国立天文台は11月18日、すばる望遠鏡に新たに搭載した超広視野主焦点カメラ「Hyper Suprime-Cam(ハイパー・シュプリーム・カム、HSC)」が太陽に接近しつつあるアイソン彗星(C/2012 S1)の姿を捉えたと発表したことを撮影画像付きで発表した。

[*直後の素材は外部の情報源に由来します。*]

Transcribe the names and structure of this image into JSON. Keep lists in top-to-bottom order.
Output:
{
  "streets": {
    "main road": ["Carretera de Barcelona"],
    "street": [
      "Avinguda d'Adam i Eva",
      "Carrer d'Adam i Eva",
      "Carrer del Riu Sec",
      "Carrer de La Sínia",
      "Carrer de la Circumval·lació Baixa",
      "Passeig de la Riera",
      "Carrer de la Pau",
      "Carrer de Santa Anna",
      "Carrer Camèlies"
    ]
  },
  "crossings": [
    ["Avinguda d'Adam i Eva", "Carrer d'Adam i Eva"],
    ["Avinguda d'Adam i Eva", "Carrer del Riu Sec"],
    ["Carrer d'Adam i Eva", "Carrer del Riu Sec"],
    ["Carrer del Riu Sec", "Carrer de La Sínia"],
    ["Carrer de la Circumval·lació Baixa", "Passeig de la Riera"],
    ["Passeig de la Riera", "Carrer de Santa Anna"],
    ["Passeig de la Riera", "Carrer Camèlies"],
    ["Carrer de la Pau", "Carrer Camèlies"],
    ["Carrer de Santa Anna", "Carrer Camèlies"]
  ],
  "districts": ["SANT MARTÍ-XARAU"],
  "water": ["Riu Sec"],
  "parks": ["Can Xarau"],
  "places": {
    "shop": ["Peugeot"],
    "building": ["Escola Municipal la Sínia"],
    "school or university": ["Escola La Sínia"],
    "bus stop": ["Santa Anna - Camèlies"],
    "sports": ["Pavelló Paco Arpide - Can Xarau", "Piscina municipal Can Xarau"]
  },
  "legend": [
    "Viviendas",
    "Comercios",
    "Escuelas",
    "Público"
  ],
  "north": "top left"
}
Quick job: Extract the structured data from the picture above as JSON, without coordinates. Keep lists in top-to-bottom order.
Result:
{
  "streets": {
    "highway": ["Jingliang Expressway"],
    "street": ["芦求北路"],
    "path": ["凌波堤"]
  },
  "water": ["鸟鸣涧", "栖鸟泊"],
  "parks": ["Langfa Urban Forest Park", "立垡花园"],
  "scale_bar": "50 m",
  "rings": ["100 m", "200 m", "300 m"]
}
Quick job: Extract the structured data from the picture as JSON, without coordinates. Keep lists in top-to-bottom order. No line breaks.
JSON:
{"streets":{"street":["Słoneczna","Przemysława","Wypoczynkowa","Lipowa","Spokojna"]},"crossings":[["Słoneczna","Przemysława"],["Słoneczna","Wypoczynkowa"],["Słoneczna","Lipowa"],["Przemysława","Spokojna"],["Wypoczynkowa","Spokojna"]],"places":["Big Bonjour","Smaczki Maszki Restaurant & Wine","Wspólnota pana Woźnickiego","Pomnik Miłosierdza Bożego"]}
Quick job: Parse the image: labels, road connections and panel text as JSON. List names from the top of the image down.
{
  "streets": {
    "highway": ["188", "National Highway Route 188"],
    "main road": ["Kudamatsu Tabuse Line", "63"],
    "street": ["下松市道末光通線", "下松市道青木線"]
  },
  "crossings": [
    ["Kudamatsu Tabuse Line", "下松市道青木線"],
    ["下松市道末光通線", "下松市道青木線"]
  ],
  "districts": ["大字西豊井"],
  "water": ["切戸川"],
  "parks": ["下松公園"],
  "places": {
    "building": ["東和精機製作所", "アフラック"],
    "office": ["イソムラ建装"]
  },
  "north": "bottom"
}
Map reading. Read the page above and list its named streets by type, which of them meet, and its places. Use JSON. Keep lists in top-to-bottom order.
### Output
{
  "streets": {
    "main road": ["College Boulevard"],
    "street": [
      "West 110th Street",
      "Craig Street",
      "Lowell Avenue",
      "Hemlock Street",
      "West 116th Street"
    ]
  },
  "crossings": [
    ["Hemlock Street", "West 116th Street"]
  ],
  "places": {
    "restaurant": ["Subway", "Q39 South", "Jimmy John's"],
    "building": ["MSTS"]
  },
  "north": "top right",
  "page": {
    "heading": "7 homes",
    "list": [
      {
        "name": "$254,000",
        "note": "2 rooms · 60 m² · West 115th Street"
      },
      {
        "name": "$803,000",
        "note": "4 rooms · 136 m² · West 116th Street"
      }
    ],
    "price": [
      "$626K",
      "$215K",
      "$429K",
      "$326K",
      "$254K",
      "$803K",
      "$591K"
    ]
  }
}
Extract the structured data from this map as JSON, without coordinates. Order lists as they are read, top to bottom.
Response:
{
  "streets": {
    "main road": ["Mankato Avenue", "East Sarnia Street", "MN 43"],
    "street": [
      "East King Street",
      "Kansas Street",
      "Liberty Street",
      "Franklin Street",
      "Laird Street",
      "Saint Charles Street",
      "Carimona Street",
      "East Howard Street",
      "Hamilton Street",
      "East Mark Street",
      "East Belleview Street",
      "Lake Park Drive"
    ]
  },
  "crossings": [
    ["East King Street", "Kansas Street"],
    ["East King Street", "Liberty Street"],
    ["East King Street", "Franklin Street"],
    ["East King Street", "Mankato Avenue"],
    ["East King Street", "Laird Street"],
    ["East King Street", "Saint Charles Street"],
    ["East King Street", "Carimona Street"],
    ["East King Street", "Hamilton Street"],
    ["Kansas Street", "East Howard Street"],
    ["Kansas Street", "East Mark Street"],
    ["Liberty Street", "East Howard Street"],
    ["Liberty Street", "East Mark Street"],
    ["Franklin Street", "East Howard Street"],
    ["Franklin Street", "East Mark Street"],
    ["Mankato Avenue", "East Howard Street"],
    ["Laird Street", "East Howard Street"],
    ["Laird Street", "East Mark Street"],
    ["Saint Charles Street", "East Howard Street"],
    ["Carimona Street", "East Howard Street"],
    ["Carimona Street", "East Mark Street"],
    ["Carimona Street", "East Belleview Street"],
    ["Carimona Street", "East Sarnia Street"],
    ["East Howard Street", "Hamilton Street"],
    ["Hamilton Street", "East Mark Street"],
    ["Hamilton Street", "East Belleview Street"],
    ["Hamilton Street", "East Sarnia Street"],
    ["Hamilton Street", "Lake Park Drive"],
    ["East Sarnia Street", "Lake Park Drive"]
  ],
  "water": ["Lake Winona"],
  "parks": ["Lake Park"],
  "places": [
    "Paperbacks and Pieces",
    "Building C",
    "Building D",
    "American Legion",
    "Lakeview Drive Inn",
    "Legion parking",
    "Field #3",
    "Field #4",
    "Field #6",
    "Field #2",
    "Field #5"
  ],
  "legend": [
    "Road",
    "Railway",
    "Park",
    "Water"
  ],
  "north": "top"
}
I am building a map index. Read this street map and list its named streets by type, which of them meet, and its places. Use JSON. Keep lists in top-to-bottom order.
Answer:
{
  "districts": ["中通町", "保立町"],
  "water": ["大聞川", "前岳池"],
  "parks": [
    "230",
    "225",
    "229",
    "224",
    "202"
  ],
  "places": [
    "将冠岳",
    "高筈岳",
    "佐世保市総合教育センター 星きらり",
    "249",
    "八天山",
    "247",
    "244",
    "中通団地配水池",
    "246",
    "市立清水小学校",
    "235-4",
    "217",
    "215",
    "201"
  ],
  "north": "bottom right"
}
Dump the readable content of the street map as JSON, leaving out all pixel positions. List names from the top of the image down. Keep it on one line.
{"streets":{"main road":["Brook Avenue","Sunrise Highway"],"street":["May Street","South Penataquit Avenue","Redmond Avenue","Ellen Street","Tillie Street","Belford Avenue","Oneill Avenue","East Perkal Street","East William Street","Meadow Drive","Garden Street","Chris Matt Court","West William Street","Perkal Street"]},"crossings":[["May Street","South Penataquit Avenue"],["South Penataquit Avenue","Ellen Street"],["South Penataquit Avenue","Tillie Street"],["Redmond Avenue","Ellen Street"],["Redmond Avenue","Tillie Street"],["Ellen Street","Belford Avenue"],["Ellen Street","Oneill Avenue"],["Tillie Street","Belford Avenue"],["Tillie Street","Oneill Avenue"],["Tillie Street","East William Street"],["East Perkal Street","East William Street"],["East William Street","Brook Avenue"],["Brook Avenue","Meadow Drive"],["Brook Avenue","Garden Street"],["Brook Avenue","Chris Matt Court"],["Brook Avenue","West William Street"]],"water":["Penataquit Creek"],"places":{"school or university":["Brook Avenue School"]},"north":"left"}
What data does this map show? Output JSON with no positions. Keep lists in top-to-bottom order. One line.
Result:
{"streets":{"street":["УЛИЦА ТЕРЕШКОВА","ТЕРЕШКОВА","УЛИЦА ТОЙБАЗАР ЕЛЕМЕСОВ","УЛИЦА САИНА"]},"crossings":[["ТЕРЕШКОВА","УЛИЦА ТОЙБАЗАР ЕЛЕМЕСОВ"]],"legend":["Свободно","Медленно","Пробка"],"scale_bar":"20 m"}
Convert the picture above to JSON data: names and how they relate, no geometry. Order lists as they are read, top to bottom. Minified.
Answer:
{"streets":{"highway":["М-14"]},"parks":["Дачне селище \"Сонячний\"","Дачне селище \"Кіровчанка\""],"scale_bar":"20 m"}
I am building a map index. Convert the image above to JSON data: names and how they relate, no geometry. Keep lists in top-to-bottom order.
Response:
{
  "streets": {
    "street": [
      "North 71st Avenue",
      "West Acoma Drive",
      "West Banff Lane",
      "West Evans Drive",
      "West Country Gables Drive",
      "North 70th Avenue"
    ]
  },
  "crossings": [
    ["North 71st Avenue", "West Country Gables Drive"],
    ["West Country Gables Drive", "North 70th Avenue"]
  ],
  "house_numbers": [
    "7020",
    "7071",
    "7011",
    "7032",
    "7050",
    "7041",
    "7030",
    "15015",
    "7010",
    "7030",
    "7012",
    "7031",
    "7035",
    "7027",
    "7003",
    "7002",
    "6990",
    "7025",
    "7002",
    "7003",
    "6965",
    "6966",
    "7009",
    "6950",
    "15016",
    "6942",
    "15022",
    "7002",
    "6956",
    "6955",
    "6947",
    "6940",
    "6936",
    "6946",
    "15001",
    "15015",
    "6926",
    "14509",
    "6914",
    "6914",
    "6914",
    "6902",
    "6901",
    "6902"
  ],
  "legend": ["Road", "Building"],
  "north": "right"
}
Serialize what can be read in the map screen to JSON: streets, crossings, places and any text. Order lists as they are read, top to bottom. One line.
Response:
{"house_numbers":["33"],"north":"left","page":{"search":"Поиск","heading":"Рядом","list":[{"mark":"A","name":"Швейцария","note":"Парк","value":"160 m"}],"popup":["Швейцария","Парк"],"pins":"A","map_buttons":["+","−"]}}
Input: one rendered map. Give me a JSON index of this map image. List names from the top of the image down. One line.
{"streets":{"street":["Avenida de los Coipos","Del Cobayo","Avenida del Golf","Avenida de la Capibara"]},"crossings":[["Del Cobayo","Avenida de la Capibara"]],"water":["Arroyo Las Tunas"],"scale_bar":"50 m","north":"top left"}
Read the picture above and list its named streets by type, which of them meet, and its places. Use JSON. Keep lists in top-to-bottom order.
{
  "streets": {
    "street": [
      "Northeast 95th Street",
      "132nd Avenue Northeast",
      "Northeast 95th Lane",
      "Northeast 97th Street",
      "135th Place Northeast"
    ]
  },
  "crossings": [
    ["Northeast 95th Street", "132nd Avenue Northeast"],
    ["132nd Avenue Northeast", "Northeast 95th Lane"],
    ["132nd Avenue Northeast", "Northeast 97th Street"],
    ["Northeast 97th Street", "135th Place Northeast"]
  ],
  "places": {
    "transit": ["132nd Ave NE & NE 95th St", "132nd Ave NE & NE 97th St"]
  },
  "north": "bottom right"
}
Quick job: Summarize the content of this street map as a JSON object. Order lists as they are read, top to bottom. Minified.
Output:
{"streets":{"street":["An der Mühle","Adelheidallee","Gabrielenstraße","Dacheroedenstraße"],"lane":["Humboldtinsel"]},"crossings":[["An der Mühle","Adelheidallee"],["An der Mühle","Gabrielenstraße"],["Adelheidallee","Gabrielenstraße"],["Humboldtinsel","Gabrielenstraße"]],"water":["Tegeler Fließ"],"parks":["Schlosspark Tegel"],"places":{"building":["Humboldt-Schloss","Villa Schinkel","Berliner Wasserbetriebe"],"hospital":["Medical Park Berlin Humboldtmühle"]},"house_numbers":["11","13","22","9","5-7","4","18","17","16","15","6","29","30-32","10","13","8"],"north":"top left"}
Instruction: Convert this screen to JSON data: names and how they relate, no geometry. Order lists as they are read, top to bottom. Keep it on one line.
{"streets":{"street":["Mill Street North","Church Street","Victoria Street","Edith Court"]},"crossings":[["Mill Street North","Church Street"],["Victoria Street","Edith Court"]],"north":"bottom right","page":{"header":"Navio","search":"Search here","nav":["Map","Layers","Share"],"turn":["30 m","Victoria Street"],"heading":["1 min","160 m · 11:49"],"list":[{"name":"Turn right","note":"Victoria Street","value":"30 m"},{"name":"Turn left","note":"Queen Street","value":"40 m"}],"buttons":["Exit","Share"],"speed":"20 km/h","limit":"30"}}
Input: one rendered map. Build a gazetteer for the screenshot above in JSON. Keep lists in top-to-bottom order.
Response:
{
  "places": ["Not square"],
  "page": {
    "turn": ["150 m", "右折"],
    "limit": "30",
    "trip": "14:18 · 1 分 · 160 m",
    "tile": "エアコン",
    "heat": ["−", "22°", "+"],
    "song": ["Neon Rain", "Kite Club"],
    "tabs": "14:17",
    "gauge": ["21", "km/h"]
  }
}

すばる望遠鏡に搭載したHSCで撮影したアイソン彗星。ハワイ現地時間2013年11月5日の明け方 (日本時間同日23時から24時頃) 撮影、観測波長は760nm (iバンド)。画像の上が北、左が東で、視野の直径が1.5度角。 (C)HSC Project / 国立天文台

HSCは、すばる望遠鏡向けの超広視野主焦点カメラのことで、国立天文台が中心となって東京大学カブリ数物連携宇宙研究機構など国内外の研究機関とともに開発したもの。開発チームによると満月9個分の広さの天域を一度に撮影する性能があるという。

今回アイソン彗星の観測が行われたのは、ハワイ現地時間2013年11月5日の明け方(日本時間同日23時から24時頃)。すばる望遠鏡とHSCとの組み合わせにより、彗星の高度が30度以下、かつ、低空という厳しい条件の中でも、地球から約1.7億km離れていた彗星の1度角以上も延びる尾を淡い部分まではっきりと捉える事ができたという。

なお、アイソン彗星は日本時間11月29日に太陽に最も接近するとされている。今回の成果を受け、国立天文台では今回すばる望遠鏡が捉えたものと同様の姿を双眼鏡や肉眼でも見られる可能性があると、コメントしている。